= Blue Ridge National Heritage Area =

The Blue Ridge National Heritage Area is a federally designated National Heritage Area encompassing the twenty-five westernmost counties of North Carolina, which are associated with the Blue Ridge Mountains. The designation provides a framework for the promotion and interpretation of the area's cultural and historic character, and the preservation of the natural and built environment. The National Heritage Area includes the North Carolina portions of Great Smoky Mountains National Park and the Blue Ridge Parkway. Other attractions include Mount Mitchell in Pisgah National Forest, Nantahala National Forest and the North Carolina portion of the Appalachian Trail. The Qualla Boundary of the Eastern Band of Cherokee Indians is also within the National Heritage Area. The area's musical heritage and folk craftsmanship are also recognized by the National Heritage Area.
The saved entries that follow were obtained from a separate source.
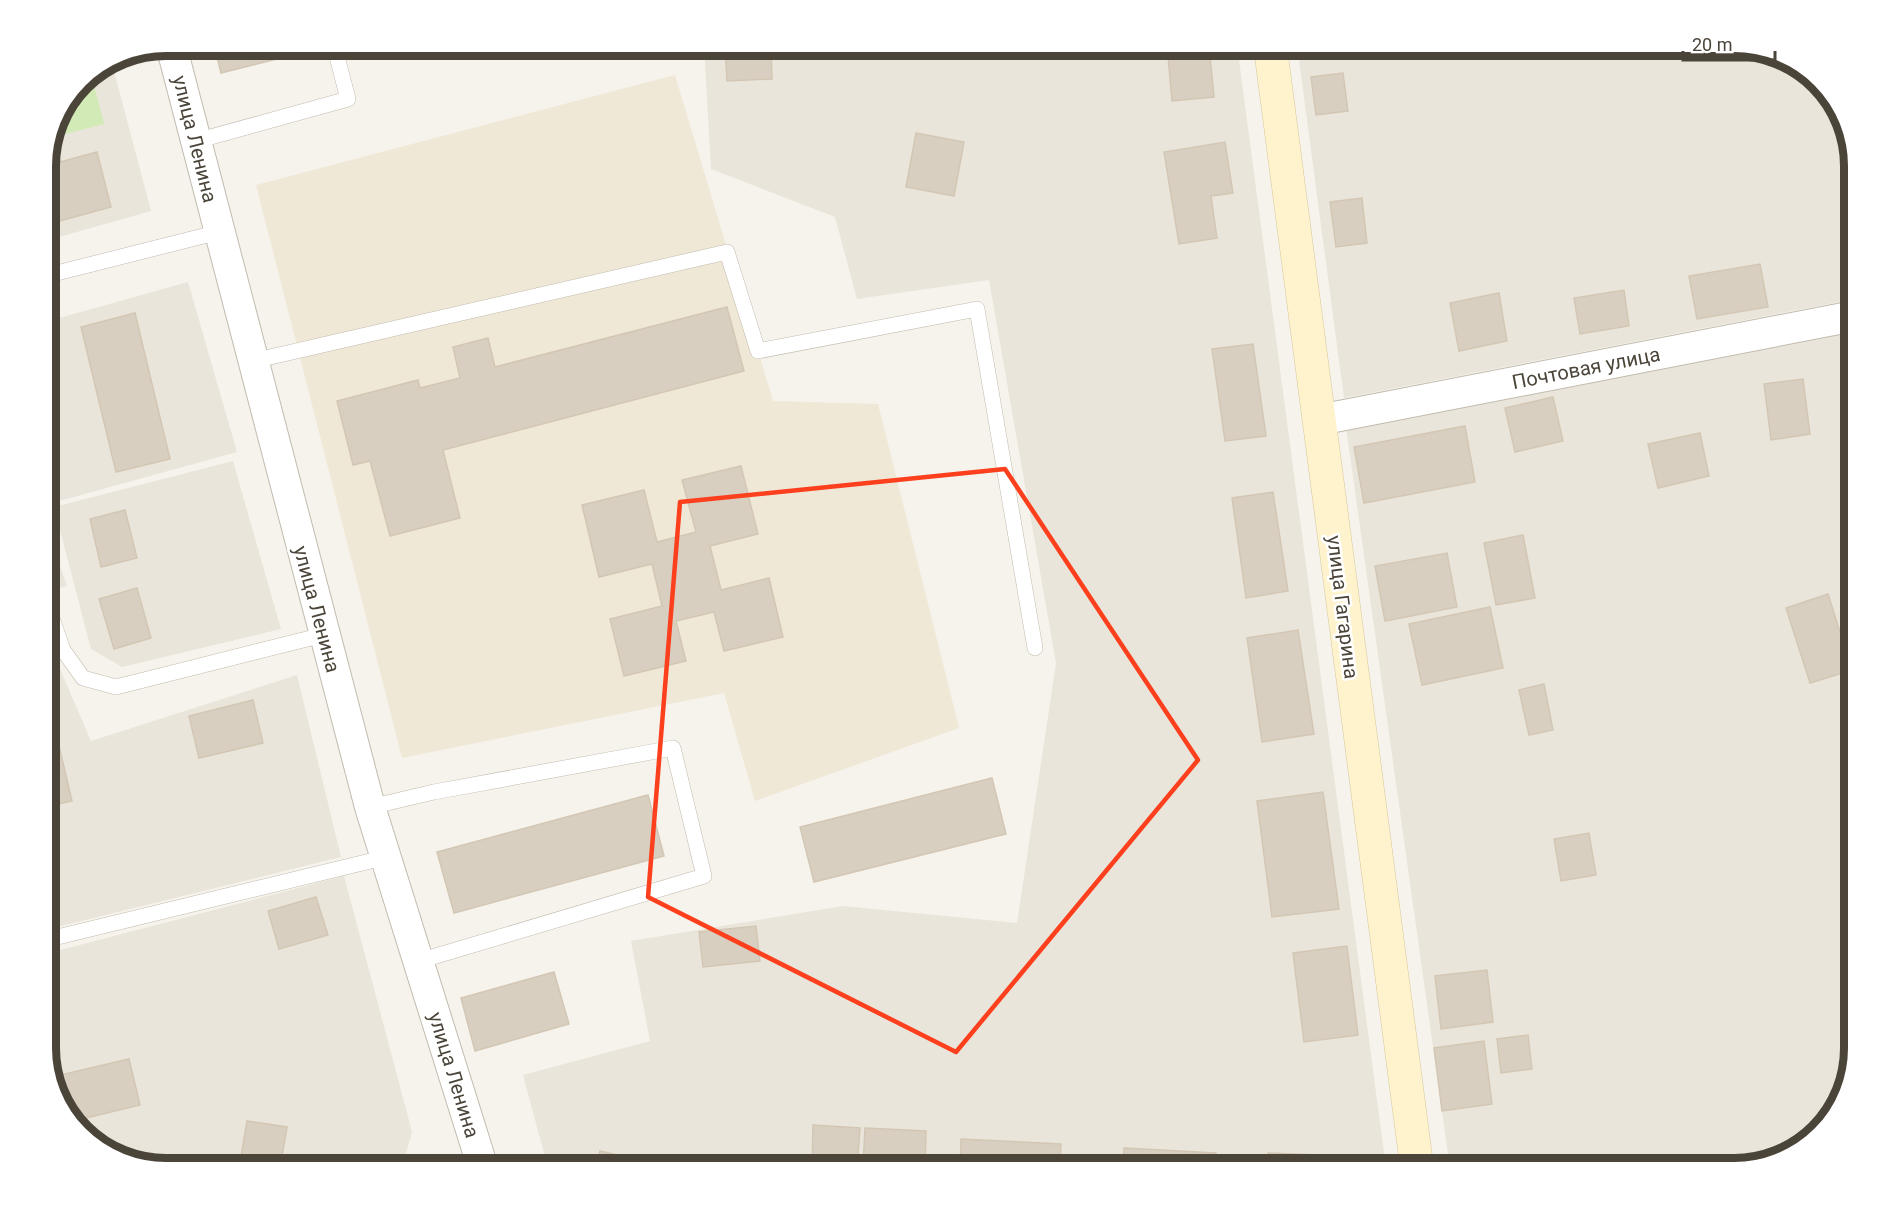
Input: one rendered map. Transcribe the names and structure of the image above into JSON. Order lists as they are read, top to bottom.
{
  "streets": {
    "street": ["улица Ленина", "Почтовая улица", "улица Гагарина"]
  },
  "crossings": [
    ["Почтовая улица", "улица Гагарина"]
  ],
  "scale_bar": "20 m"
}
The National Heritage Area includes Alleghany, Ashe, Avery, Buncombe, Burke, Caldwell, Cherokee, Clay, Graham, Haywood, Henderson, Jackson, McDowell, Macon, Madison, Mitchell, Polk, Rutherford, Surry, Swain, Transylvania, Watauga, Wilkes, Yadkin and Yancey counties.

The Blue Ridge National Heritage Area was established 10 Nov 2003 by Public Law 108-108.